## WHAT TO WORK ON
With pictures left out, extract every line between the start of the records below and the line holding "position:relative; width:2179px; height:1632px;", inclusive.

——

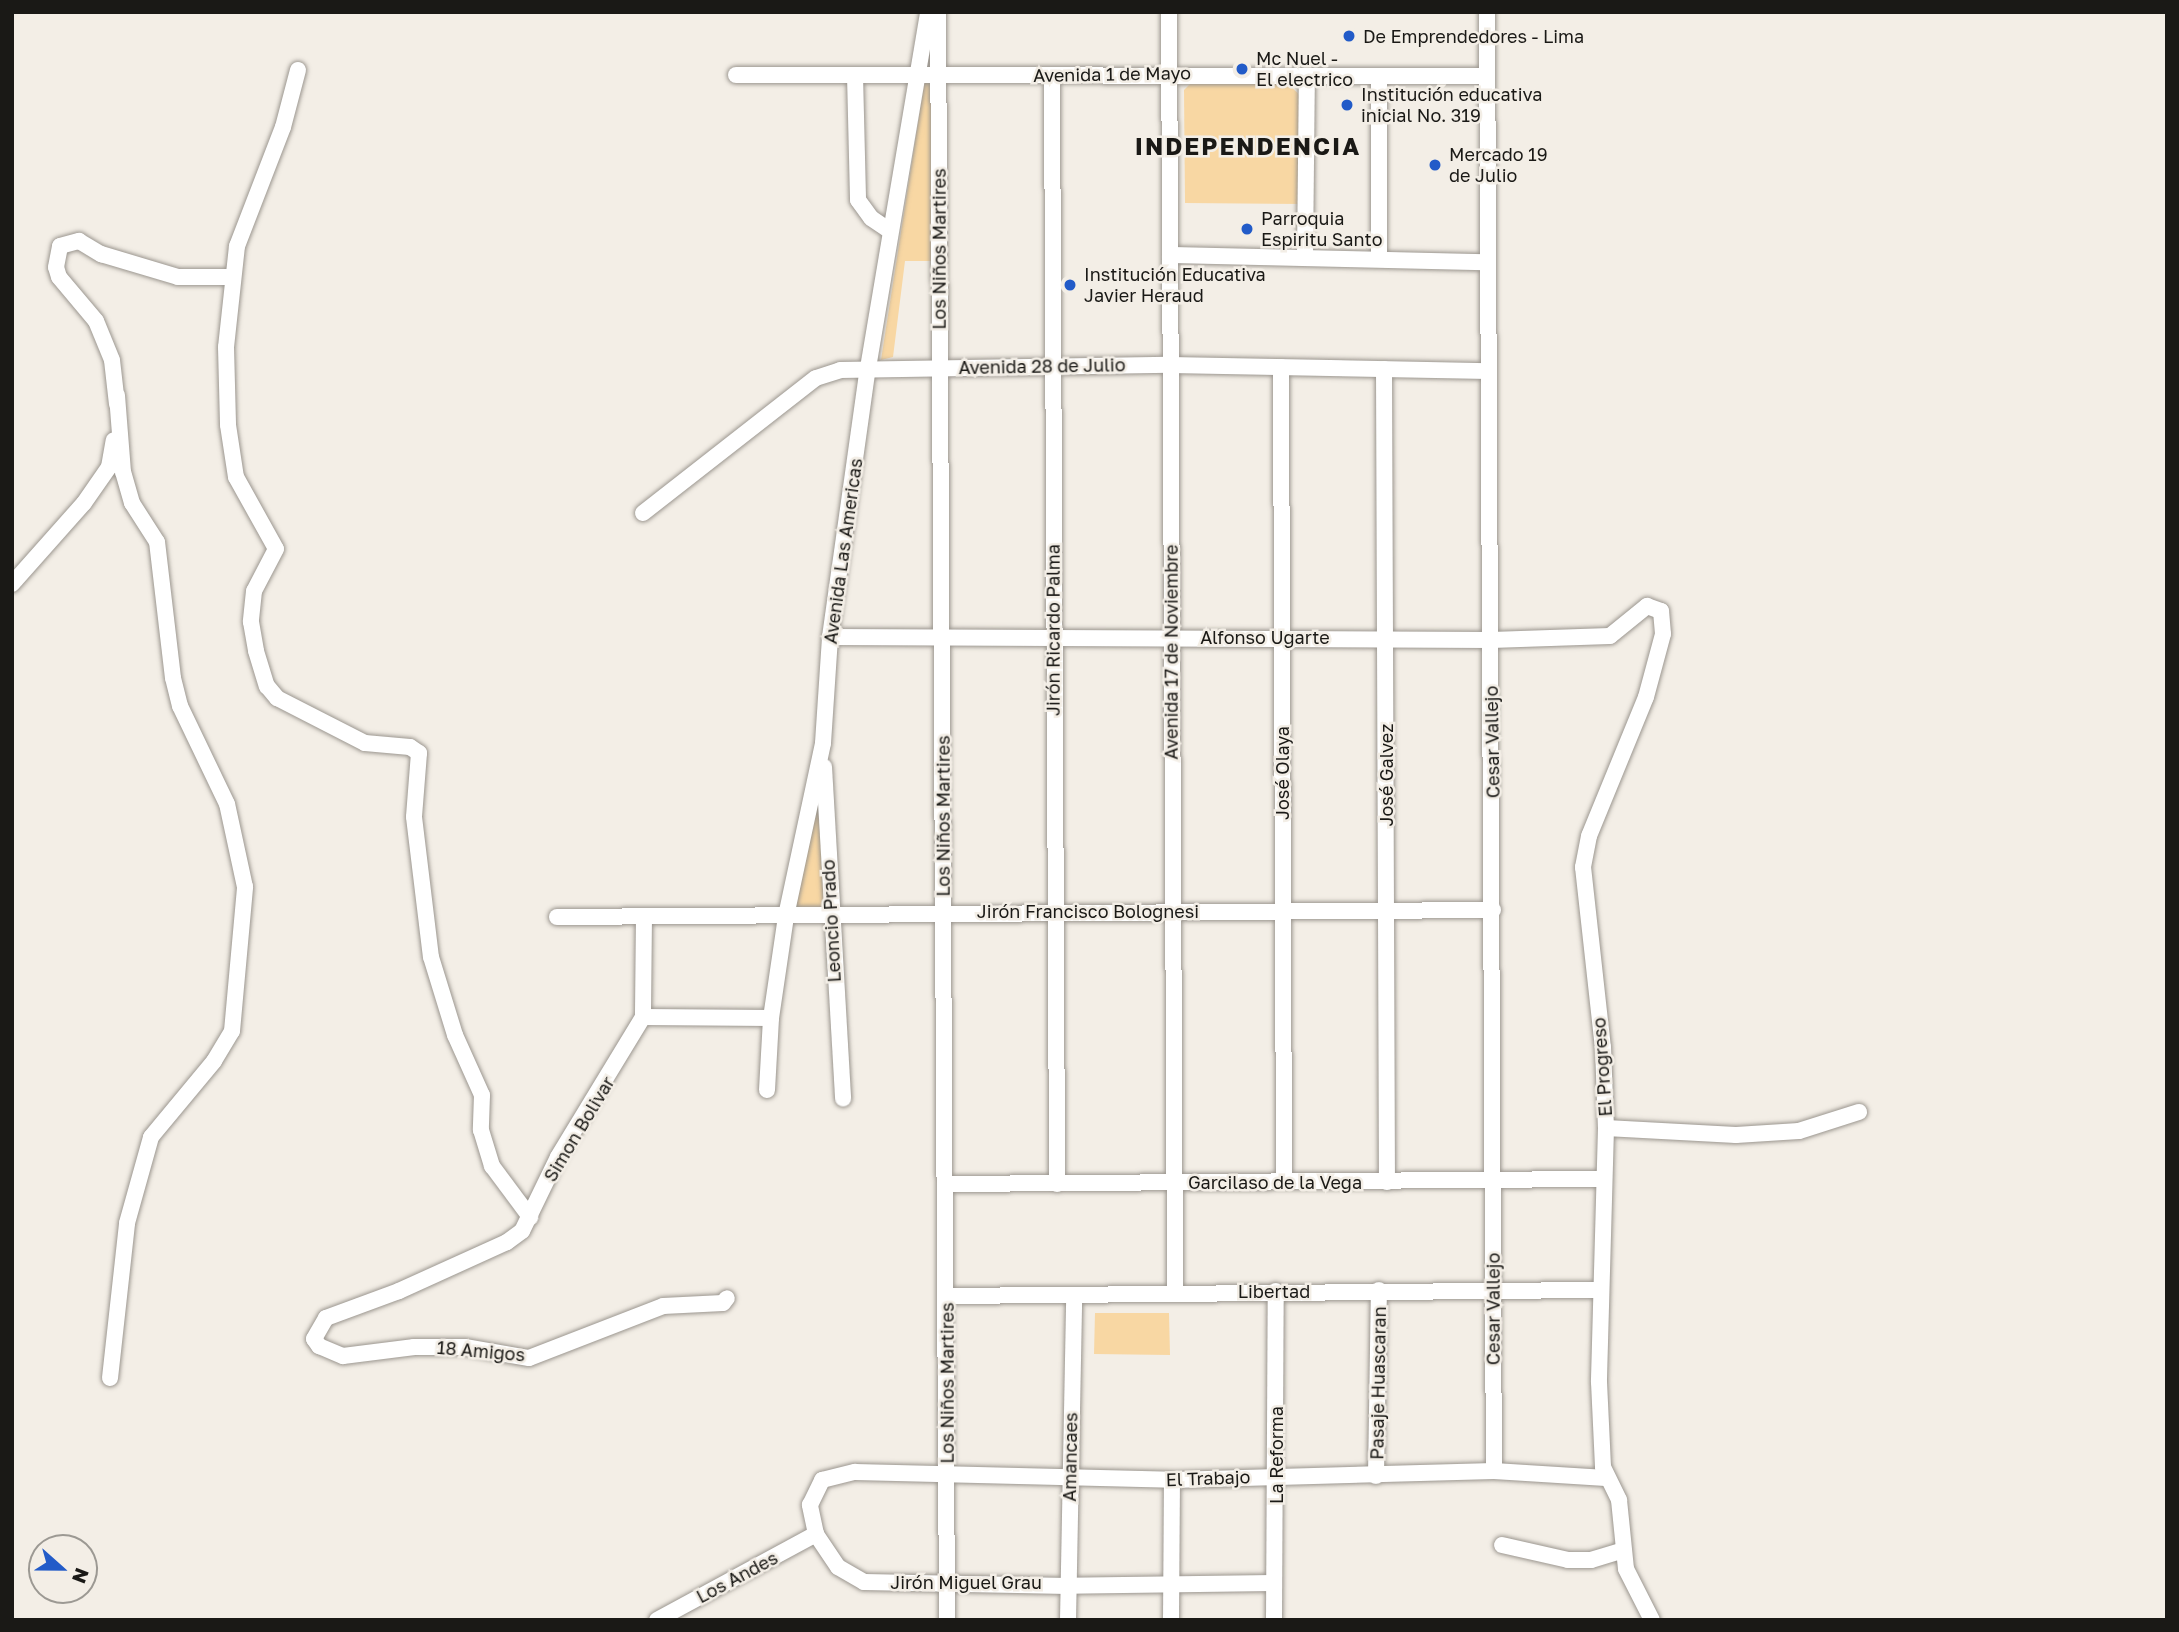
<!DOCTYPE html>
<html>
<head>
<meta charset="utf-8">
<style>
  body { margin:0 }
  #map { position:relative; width:2179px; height:1632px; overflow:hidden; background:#f3eee6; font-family:"Golos Text",sans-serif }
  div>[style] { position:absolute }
  .green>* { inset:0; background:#f8d7a3 }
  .roads { filter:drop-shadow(0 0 2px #9b968f) drop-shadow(0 0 2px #9b968f) }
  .minor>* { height:16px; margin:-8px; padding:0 8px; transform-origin:8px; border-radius:8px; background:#fff }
  .dots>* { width:19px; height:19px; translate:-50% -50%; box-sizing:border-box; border:4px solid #f3eee6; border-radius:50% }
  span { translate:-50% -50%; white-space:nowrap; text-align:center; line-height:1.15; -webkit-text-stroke:5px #f3eee6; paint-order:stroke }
  .poi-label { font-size:18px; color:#1a1916 }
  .left { translate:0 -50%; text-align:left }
  .street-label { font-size:18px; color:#1a1916 }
  .district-label { font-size:24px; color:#1a1916; font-weight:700; letter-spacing:2px }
  .frame { position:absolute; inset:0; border:14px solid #1a1916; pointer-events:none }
  .north { position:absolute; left:28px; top:1534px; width:70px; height:70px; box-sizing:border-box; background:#f3eee6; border:2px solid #9c9993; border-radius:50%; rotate:111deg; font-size:19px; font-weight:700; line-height:28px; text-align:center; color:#1a1916 }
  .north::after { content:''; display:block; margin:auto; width:24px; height:32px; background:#225bc8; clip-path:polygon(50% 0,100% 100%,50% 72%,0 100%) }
</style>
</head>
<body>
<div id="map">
  <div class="green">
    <i style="clip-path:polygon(925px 78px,936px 78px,936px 261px,905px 261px,893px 357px,881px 360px)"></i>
    <i style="clip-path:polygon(1192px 82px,1288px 84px,1302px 97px,1303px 204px,1185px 203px,1184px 90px)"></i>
    <i style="clip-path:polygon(822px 758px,827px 913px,788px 915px)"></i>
    <i style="clip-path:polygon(1095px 1313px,1169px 1313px,1170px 1355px,1094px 1354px)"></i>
  </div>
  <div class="roads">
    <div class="minor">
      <i style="left:938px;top:12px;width:1608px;rotate:89.68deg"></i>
      <i style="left:1169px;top:12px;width:1280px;rotate:89.73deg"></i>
      <i style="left:1487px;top:12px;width:1459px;rotate:89.73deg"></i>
      <i style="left:298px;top:70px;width:59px;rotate:104.7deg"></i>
      <i style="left:283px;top:127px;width:128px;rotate:111.1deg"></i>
      <i style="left:237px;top:246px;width:102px;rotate:96.2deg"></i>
      <i style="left:226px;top:347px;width:78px;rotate:88.5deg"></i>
      <i style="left:228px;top:425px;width:53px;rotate:81.3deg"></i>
      <i style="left:236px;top:477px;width:82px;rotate:60.9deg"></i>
      <i style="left:276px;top:549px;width:47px;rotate:117.6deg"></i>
      <i style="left:254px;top:591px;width:31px;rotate:96deg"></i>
      <i style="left:251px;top:622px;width:29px;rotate:80deg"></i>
      <i style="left:256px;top:651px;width:37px;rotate:73deg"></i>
      <i style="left:267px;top:686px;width:16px;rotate:50deg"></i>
      <i style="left:277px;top:698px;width:99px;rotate:27.1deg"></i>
      <i style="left:365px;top:743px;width:45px;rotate:5.1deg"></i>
      <i style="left:410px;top:747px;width:11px;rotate:34deg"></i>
      <i style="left:419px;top:753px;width:64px;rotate:94.5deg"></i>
      <i style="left:414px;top:817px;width:141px;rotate:83.1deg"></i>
      <i style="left:431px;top:957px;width:82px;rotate:72.9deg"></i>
      <i style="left:455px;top:1035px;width:66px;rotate:65.8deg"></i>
      <i style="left:482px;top:1095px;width:35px;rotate:92deg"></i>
      <i style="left:481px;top:1130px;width:38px;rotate:73deg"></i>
      <i style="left:492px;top:1166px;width:64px;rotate:53.3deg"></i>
      <i style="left:736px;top:75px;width:751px;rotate:0.08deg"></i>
      <i style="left:855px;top:75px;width:125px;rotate:88.6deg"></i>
      <i style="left:858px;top:200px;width:22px;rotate:54deg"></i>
      <i style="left:871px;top:218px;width:22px;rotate:34deg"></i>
      <i style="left:1052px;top:76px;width:1108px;rotate:89.74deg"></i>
      <i style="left:1379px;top:77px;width:182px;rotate:90deg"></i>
      <i style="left:1170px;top:255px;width:318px;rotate:1.3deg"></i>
      <i style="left:1305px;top:257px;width:181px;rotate:-89.4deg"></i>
      <i style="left:1281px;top:367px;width:812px;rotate:89.79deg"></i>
      <i style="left:1384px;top:369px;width:813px;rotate:89.79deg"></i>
      <i style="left:117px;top:404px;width:44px;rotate:-96.5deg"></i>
      <i style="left:112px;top:360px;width:42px;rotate:-112.3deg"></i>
      <i style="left:96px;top:321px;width:57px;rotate:-130.1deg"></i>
      <i style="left:59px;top:277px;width:10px;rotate:-107deg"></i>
      <i style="left:56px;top:267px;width:21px;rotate:-79deg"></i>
      <i style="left:60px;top:246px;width:20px;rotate:-15deg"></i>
      <i style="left:79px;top:241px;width:26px;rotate:31deg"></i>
      <i style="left:101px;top:254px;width:80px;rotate:16.6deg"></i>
      <i style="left:178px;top:277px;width:55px"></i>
      <i style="left:643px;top:513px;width:219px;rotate:-38deg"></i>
      <i style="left:816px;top:378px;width:25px;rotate:-18deg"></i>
      <i style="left:840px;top:370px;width:330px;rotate:-0.9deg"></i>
      <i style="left:1170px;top:365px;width:319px;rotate:1.1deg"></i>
      <i style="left:12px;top:584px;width:108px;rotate:-48.4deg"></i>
      <i style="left:84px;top:503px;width:44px;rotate:-55.2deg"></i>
      <i style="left:109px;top:467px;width:27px;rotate:-80deg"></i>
      <i style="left:830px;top:637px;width:661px;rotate:0.26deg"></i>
      <i style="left:1491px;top:640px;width:119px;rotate:-1.9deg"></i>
      <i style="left:1610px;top:636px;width:48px;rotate:-39deg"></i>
      <i style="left:1647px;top:606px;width:15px;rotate:20deg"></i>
      <i style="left:1661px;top:611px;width:23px;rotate:85deg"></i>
      <i style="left:1663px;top:634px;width:65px;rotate:105.1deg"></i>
      <i style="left:1646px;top:697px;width:150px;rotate:112.3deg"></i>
      <i style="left:1589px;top:836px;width:32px;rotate:101deg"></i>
      <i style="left:1583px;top:867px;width:181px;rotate:83.7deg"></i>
      <i style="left:1603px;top:1047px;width:81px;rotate:87.9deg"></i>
      <i style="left:1606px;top:1128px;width:254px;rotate:91.6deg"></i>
      <i style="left:1599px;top:1382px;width:85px;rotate:87.3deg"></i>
      <i style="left:1603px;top:1467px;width:37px;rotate:64deg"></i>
      <i style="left:1619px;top:1500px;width:69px;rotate:84.2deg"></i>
      <i style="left:1626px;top:1569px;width:57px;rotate:63deg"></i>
      <i style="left:824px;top:767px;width:332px;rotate:86.7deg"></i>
      <i style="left:644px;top:916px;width:101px;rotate:90.6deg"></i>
      <i style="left:643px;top:1017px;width:164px;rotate:121.3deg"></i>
      <i style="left:558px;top:1157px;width:82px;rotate:115.9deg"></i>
      <i style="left:522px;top:1231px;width:19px;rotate:144deg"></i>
      <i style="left:507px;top:1242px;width:119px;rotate:155.6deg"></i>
      <i style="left:399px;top:1291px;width:78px;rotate:159.7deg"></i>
      <i style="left:326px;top:1318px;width:24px;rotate:120deg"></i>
      <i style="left:314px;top:1339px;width:9px;rotate:54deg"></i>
      <i style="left:319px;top:1346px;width:26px;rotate:23deg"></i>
      <i style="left:343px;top:1356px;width:72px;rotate:-7.2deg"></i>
      <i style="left:414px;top:1347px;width:51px"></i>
      <i style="left:465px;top:1347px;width:65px;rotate:9.8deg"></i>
      <i style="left:529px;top:1358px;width:144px;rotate:-21.2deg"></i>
      <i style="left:663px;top:1306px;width:60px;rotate:-2.9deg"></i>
      <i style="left:723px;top:1303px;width:6px;rotate:-51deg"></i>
      <i style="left:557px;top:917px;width:936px;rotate:-0.43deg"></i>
      <i style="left:643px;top:1017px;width:128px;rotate:0.4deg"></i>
      <i style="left:767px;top:1090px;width:72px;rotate:-86.8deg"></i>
      <i style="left:771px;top:1018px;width:103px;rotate:-81.6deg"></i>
      <i style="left:786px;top:916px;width:177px;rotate:-77.9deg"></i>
      <i style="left:823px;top:743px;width:106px;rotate:-86.2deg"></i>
      <i style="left:830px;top:637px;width:272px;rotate:-82deg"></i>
      <i style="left:868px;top:368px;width:361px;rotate:-80.4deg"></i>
      <i style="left:1606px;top:1128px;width:130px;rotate:3.1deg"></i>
      <i style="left:1736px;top:1135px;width:63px;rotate:-3.6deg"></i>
      <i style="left:1799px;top:1131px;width:63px;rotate:-17.6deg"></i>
      <i style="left:947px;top:1184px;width:657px;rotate:-0.44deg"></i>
      <i style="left:947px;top:1296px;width:654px;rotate:-0.53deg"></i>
      <i style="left:110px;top:1378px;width:156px;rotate:-83.7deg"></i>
      <i style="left:127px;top:1223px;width:89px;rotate:-74.4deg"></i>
      <i style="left:151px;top:1137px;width:99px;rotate:-50.3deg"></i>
      <i style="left:214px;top:1061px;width:35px;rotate:-59deg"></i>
      <i style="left:232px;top:1031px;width:145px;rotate:-84.8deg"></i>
      <i style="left:245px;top:887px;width:85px;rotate:-102.2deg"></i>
      <i style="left:227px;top:804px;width:109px;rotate:-115.6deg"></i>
      <i style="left:180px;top:706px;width:29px;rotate:-104deg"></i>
      <i style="left:173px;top:678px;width:137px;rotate:-96.7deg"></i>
      <i style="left:157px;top:542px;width:46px;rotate:-122.7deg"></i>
      <i style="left:132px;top:503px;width:32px;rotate:-106deg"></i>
      <i style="left:123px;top:472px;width:77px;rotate:-94.5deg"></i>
      <i style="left:1376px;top:1476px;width:186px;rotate:-89.1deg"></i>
      <i style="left:1502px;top:1545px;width:68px;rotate:12.8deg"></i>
      <i style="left:1568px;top:1560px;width:23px"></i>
      <i style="left:1591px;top:1560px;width:34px;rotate:-17deg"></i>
      <i style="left:1273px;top:1583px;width:205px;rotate:179.2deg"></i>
      <i style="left:1068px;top:1586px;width:204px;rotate:-178.9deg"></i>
      <i style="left:864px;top:1582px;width:30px;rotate:-150deg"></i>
      <i style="left:838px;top:1567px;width:40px;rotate:-124deg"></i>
      <i style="left:816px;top:1534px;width:30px;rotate:-102deg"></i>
      <i style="left:810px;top:1505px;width:28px;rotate:-64deg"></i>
      <i style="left:822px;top:1480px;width:34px;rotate:-14deg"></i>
      <i style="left:855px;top:1472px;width:317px;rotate:1.4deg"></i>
      <i style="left:1172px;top:1480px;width:322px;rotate:-1.6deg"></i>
      <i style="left:1494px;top:1471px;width:112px;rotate:3.6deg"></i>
      <i style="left:657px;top:1620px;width:181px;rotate:-28.4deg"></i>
      <i style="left:1068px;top:1620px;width:325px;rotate:-88.9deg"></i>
      <i style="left:1171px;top:1620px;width:140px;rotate:-89.6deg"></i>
      <i style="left:1274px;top:1620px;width:329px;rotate:-89.7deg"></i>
    </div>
  </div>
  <div class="dots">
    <i style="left:1349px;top:36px;background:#225bc8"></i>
    <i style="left:1242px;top:69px;background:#225bc8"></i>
    <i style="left:1347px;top:105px;background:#225bc8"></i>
    <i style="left:1435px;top:165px;background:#225bc8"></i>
    <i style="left:1247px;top:229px;background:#225bc8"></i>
    <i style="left:1070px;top:285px;background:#225bc8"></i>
  </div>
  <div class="poi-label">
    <span class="left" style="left:1363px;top:36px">De Emprendedores - Lima</span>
    <span class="left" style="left:1256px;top:69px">Mc Nuel -<br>El electrico</span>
    <span class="left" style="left:1361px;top:105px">Institución educativa<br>inicial No. 319</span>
    <span class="left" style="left:1449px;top:165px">Mercado 19<br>de Julio</span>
    <span class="left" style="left:1261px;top:229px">Parroquia<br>Espiritu Santo</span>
    <span class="left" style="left:1084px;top:285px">Institución Educativa<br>Javier Heraud</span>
  </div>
  <div class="street-label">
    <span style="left:1112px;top:74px;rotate:-1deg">Avenida 1 de Mayo</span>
    <span style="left:939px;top:249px;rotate:-90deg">Los Niños Martires</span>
    <span style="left:1042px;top:366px;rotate:-1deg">Avenida 28 de Julio</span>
    <span style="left:843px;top:551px;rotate:-82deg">Avenida Las Americas</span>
    <span style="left:1053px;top:630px;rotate:-90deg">Jirón Ricardo Palma</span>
    <span style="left:1265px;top:637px">Alfonso Ugarte</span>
    <span style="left:1171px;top:652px;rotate:-90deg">Avenida 17 de Noviembre</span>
    <span style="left:1492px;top:742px;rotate:-91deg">Cesar Vallejo</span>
    <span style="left:1282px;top:773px;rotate:-90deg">José Olaya</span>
    <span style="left:1386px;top:775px;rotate:-90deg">José Galvez</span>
    <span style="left:943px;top:816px;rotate:-90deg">Los Niños Martires</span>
    <span style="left:1088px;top:911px">Jirón Francisco Bolognesi</span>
    <span style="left:831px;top:921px;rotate:-93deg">Leoncio Prado</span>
    <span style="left:1602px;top:1067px;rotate:-94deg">El Progreso</span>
    <span style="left:579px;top:1129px;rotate:-59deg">Simon Bolivar</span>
    <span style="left:1275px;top:1182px">Garcilaso de la Vega</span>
    <span style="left:1274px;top:1291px">Libertad</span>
    <span style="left:1493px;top:1309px;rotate:-90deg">Cesar Vallejo</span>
    <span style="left:481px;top:1351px;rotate:5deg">18 Amigos</span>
    <span style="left:947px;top:1383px;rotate:-90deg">Los Niños Martires</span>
    <span style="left:1378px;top:1383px;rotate:-89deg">Pasaje Huascaran</span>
    <span style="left:1276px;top:1455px;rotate:-90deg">La Reforma</span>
    <span style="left:1070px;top:1457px;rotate:-89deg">Amancaes</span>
    <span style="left:1208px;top:1478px;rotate:-2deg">El Trabajo</span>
    <span style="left:737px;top:1577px;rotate:-28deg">Los Andes</span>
    <span style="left:966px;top:1582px">Jirón Miguel Grau</span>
  </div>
  <div class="district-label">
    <span style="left:1248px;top:146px">INDEPENDENCIA</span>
  </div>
  <div class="frame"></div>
  <div class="north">N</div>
</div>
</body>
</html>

——

## REPLY TO THE TASK
<!DOCTYPE html>
<html>
<head>
<meta charset="utf-8">
<style>
  body { margin:0 }
  #map { position:relative; width:2179px; height:1632px; overflow:hidden; background:#f3eee6; font-family:"Golos Text",sans-serif }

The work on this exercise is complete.